(Dataset excerpts)
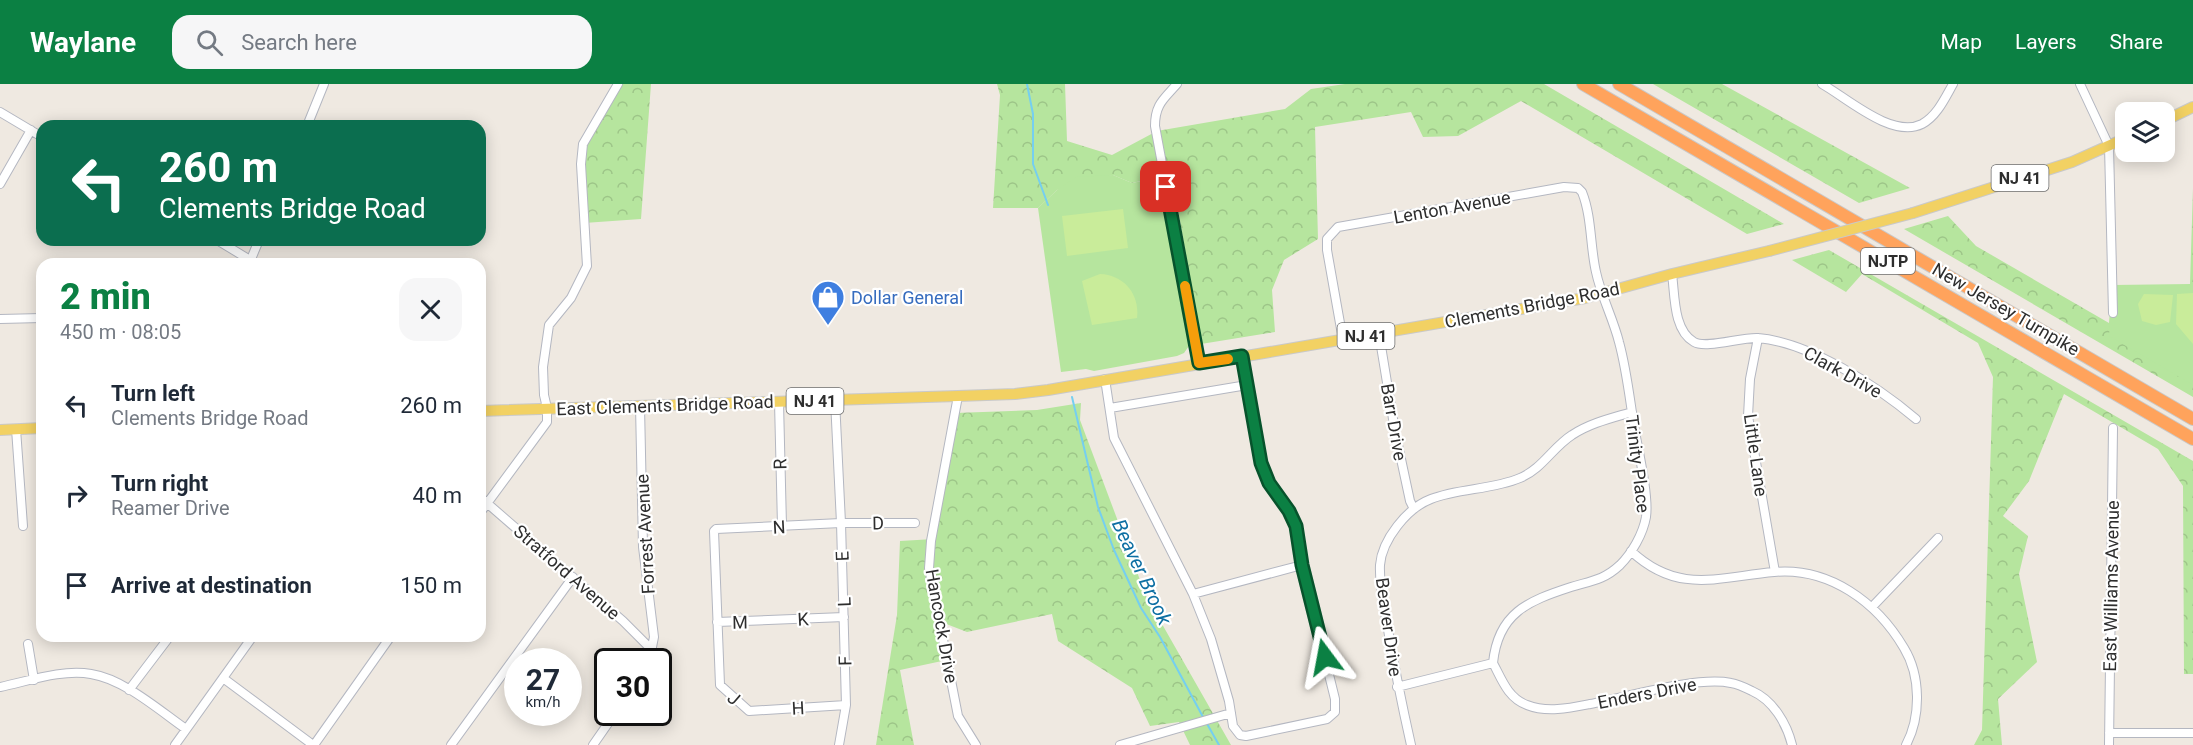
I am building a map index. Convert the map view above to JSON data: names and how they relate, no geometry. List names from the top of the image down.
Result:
{
  "streets": {
    "highway": ["NJTP", "New Jersey Turnpike"],
    "main road": ["NJ 41", "Clements Bridge Road", "East Clements Bridge Road"],
    "street": [
      "Lenton Avenue",
      "Clark Drive",
      "Barr Drive",
      "Little Lane",
      "R",
      "Trinity Place",
      "D",
      "N",
      "Forrest Avenue",
      "E",
      "Stratford Avenue",
      "East Williams Avenue",
      "L",
      "K",
      "M",
      "Hancock Drive",
      "Beaver Drive",
      "F",
      "Enders Drive",
      "J",
      "H"
    ]
  },
  "crossings": [
    ["Lenton Avenue", "Clements Bridge Road"],
    ["Lenton Avenue", "Trinity Place"],
    ["Clements Bridge Road", "Clark Drive"],
    ["Clements Bridge Road", "East Clements Bridge Road"],
    ["Clements Bridge Road", "Barr Drive"],
    ["Clements Bridge Road", "Trinity Place"],
    ["Clements Bridge Road", "Hancock Drive"],
    ["Clark Drive", "Little Lane"],
    ["East Clements Bridge Road", "R"],
    ["East Clements Bridge Road", "Forrest Avenue"],
    ["East Clements Bridge Road", "Hancock Drive"],
    ["Barr Drive", "Beaver Drive"],
    ["R", "N"],
    ["Trinity Place", "Beaver Drive"],
    ["Trinity Place", "Enders Drive"],
    ["D", "N"],
    ["D", "E"],
    ["N", "E"],
    ["N", "M"],
    ["N", "J"],
    ["E", "L"],
    ["L", "K"],
    ["L", "F"],
    ["K", "M"],
    ["K", "F"],
    ["M", "J"],
    ["F", "H"],
    ["J", "H"]
  ],
  "water": ["Beaver Brook"],
  "places": {
    "shop": ["Dollar General"]
  },
  "page": {
    "header": "Waylane",
    "search": "Search here",
    "nav": ["Map", "Layers", "Share"],
    "turn": ["260 m", "Clements Bridge Road"],
    "heading": ["2 min", "450 m · 08:05"],
    "list": [
      {
        "name": "Turn left",
        "note": "Clements Bridge Road",
        "value": "260 m"
      },
      {
        "name": "Turn right",
        "note": "Reamer Drive",
        "value": "40 m"
      },
      {
        "name": "Arrive at destination",
        "value": "150 m"
      }
    ],
    "speed": "27 km/h",
    "limit": "30"
  }
}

Exercise directions: Output the lines above verbatim, images excluded.

Expected answer:
I am building a map index. Convert the map view above to JSON data: names and how they relate, no geometry. List names from the top of the image down.
Result:
{
  "streets": {
    "highway": ["NJTP", "New Jersey Turnpike"],
    "main road": ["NJ 41", "Clements Bridge Road", "East Clements Bridge Road"],
    "street": [
      "Lenton Avenue",
      "Clark Drive",
      "Barr Drive",
      "Little Lane",
      "R",
      "Trinity Place",
      "D",
      "N",
      "Forrest Avenue",
      "E",
      "Stratford Avenue",
      "East Williams Avenue",
      "L",
      "K",
      "M",
      "Hancock Drive",
      "Beaver Drive",
      "F",
      "Enders Drive",
      "J",
      "H"
    ]
  },
  "crossings": [
    ["Lenton Avenue", "Clements Bridge Road"],
    ["Lenton Avenue", "Trinity Place"],
    ["Clements Bridge Road", "Clark Drive"],
    ["Clements Bridge Road", "East Clements Bridge Road"],
    ["Clements Bridge Road", "Barr Drive"],
    ["Clements Bridge Road", "Trinity Place"],
    ["Clements Bridge Road", "Hancock Drive"],
    ["Clark Drive", "Little Lane"],
    ["East Clements Bridge Road", "R"],
    ["East Clements Bridge Road", "Forrest Avenue"],
    ["East Clements Bridge Road", "Hancock Drive"],
    ["Barr Drive", "Beaver Drive"],
    ["R", "N"],
    ["Trinity Place", "Beaver Drive"],
    ["Trinity Place", "Enders Drive"],
    ["D", "N"],
    ["D", "E"],
    ["N", "E"],
    ["N", "M"],
    ["N", "J"],
    ["E", "L"],
    ["L", "K"],
    ["L", "F"],
    ["K", "M"],
    ["K", "F"],
    ["M", "J"],
    ["F", "H"],
    ["J", "H"]
  ],
  "water": ["Beaver Brook"],
  "places": {
    "shop": ["Dollar General"]
  },
  "page": {
    "header": "Waylane",
    "search": "Search here",
    "nav": ["Map", "Layers", "Share"],
    "turn": ["260 m", "Clements Bridge Road"],
    "heading": ["2 min", "450 m · 08:05"],
    "list": [
      {
        "name": "Turn left",
        "note": "Clements Bridge Road",
        "value": "260 m"
      },
      {
        "name": "Turn right",
        "note": "Reamer Drive",
        "value": "40 m"
      },
      {
        "name": "Arrive at destination",
        "value": "150 m"
      }
    ],
    "speed": "27 km/h",
    "limit": "30"
  }
}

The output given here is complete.